Saturday, February 21, 2009 1 comments ++[ CLICK TO COMMENT ]++

The market is not doing as poorly as it seems... losses skewed

It might seem ridiculous to hear me say that the market is not going so badly but that's actually the case. No, it isn't posting positive returns; but the negative performance over the last two months is primarily driven by a few sectors. If you were a passive indexer or is heavily exposed to the beaten-down sectors, you will do terribly but the overall picture is not as bad.

S&P 500 Sector Performance

The following table shows the year-to-date returns for the S&P 500 broken down by the main sectors:



So far the S&P 500 has posted a -14% return. What is happening, however, is that the losses are heavily skewed towards two sectors: industrials and financials. Industrials are down around 22% while financials are down an unbelievable 41%! If you think about how not even two months have passed, it's mindboggling. It has been an absolute disaster for anyone exposed to financial company of any type.

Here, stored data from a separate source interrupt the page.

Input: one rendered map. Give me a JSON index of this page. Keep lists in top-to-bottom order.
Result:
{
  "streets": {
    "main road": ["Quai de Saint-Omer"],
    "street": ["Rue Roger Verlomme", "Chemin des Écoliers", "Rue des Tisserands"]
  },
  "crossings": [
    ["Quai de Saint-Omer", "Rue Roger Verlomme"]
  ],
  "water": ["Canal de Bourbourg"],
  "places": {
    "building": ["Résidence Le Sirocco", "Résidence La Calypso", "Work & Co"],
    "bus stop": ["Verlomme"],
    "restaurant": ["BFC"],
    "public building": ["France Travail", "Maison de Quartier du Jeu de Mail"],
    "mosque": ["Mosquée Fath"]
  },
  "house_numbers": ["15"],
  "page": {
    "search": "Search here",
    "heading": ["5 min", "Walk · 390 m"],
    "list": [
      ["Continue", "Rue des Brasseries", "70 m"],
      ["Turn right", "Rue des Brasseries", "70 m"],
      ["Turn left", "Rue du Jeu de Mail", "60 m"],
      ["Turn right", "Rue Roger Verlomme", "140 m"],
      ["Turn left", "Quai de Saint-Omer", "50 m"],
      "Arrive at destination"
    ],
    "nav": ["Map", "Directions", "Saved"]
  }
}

If you think about the fact that financials were already down 50% in the last two years, you'll see how much this sector has declined. I wasn't investing during the dot-com bust but I guess anyone exposed to technology must have seen a similar thing, with continuous decline, day after day, for years.

At the beginning of the year, financials were worth as much as the energy sector. Right now, energy is worth almost double the financials. All the financial companies in the S&P 500 are now worth around $600 billion, while they were worth around $1 trillion at the beginning of the year, and around $2 trillion at the end of 2007. The collapse in the worth of financial companies essentially seals the financial era in America and the rest of the developed world. All these companies are going to end up smaller--if anything, they simply won't be able to finance themselves like they did in the past (bond and equity investors would not be so lax any time soon.)

If you are a really good stockpicker, you'll do really well in financials since it's a minefield and most investors are likely to get blown up. The problem with financials is that they are all black boxes and have no assets. If you invested in a distressed technology company a few years ago, or in a distressed mining company now, at least you will have some assets that you can value. With financials, it's really difficult.

Most of the other sectors are not doing that badly. Healthcare is the best performer, being down only 2% so far. But the one that is most attractive to me is information technology. It's only down 4.5% so far. I expect it to decline a bit more given how some of these companies trade at high multiples and small misses in earnings significantly alters the valuations. However I think it will do well in the medium to long term. One of my key investments this year will be in technlogy. I'm trying to find a good company and if anyone has ideas let me know (preferably mid-cap with at least some foreign earnings.) Since I'm a contrarian, I'm waiting for the sector to correct (many tech companies have corrected sharply from their 2000 peak but are still not exceptionally cheap.)

Dow Jones Industry Performance

I like to break down the sectors and look at specific industries and see how they are performing. The following table lists the best-performing and worst-performing industries using Dow Jones indexes:



Consistent with the picture outlined above, the positive industries are in mining, healthcare and technology. I think some of these, especially mining, have rallied for speculative reasons related to government actions in USA and China. I suspect many, who claimed as recently as last year that the government doesn't impact the stock market much, are now betting their saving on the government saving the stock market. Kind of hypocritical in my eyes but this is the norm with many investors.

I'm surprised to see full-line insurance as being the worst performer so far this year. It's not clear to me if this is because the index includes several of AIG's exchanged-traded securities, all of which have collapsed. Banks have obviously done terribly but I think they will bottom out soon (perhaps after some banks are nationalized and stop contributing to the index.)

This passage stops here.